Prospettive assistenziali, n. 50, aprile - giugno 1980

 

 

IL DISCORSO DEL PAPA AL COTTOLENGO

GIORGIO PAGLIARELLO

 

 

Prima che il Papa venisse a Torino e sapendo che nel programma della Sua giornata avrebbe visitato il Cottolengo, insieme a molti amici scri­vemmo una lettera, perché pensavamo che l'in­contro con gli ospiti della «Piccola Casa» po­tesse apparire o essere interpretato come un ta­cito avallo alla scarsa sensibilità di quanti, per­sone famiglie comunità, delegano al personale del Cottolengo una solidarietà che dovrebbe e potrebbe essere di tutti .
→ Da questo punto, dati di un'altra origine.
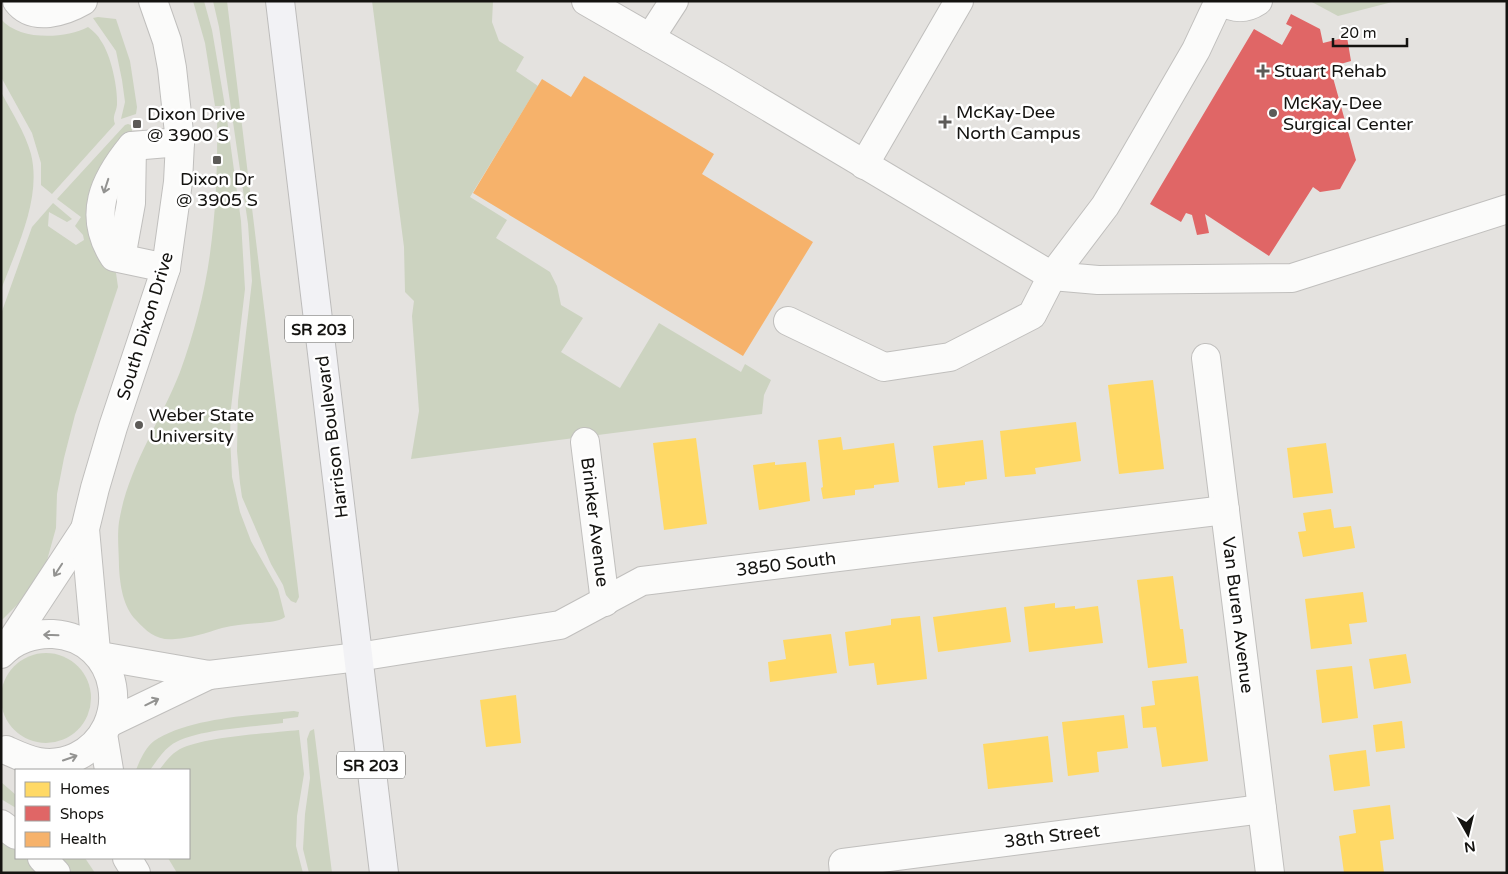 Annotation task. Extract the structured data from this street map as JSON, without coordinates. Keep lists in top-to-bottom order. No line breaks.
{"streets":{"main road":["SR 203","Harrison Boulevard"],"street":["South Dixon Drive","Brinker Avenue","3850 South","Van Buren Avenue","38th Street"]},"crossings":[["Harrison Boulevard","3850 South"],["Brinker Avenue","3850 South"],["3850 South","Van Buren Avenue"],["Van Buren Avenue","38th Street"]],"places":{"health":["Stuart Rehab","McKay-Dee North Campus"],"other":["McKay-Dee Surgical Center","Weber State University"],"transit":["Dixon Drive @ 3900 S","Dixon Dr @ 3905 S"]},"legend":["Homes","Shops","Health"],"scale_bar":"20 m","north":"bottom"} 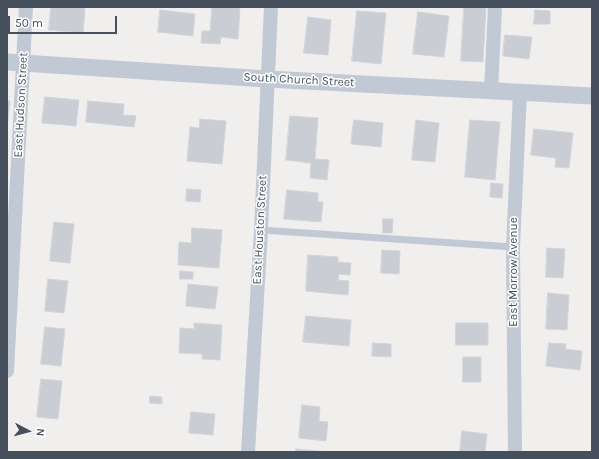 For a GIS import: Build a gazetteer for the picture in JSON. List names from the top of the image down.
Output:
{
  "streets": {
    "street": [
      "South Church Street",
      "East Hudson Street",
      "East Houston Street",
      "East Morrow Avenue"
    ]
  },
  "crossings": [
    ["South Church Street", "East Hudson Street"],
    ["South Church Street", "East Houston Street"],
    ["South Church Street", "East Morrow Avenue"]
  ],
  "scale_bar": "50 m",
  "north": "right"
}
Purtroppo questa previsione si è avverata; an­che perché le parole pronunciate da Giovanni Paolo II all'interno della «Piccola Casa» hanno sottolineato l'aspetto più noto e tradizionale del problema degli emarginati, tacendone le cause e le responsabilità.

Mi permetto ora, in spirito di riflessione con quanti leggeranno, richiamare alcuni brani del discorso pontificio, facendoli seguire da pensieri personali.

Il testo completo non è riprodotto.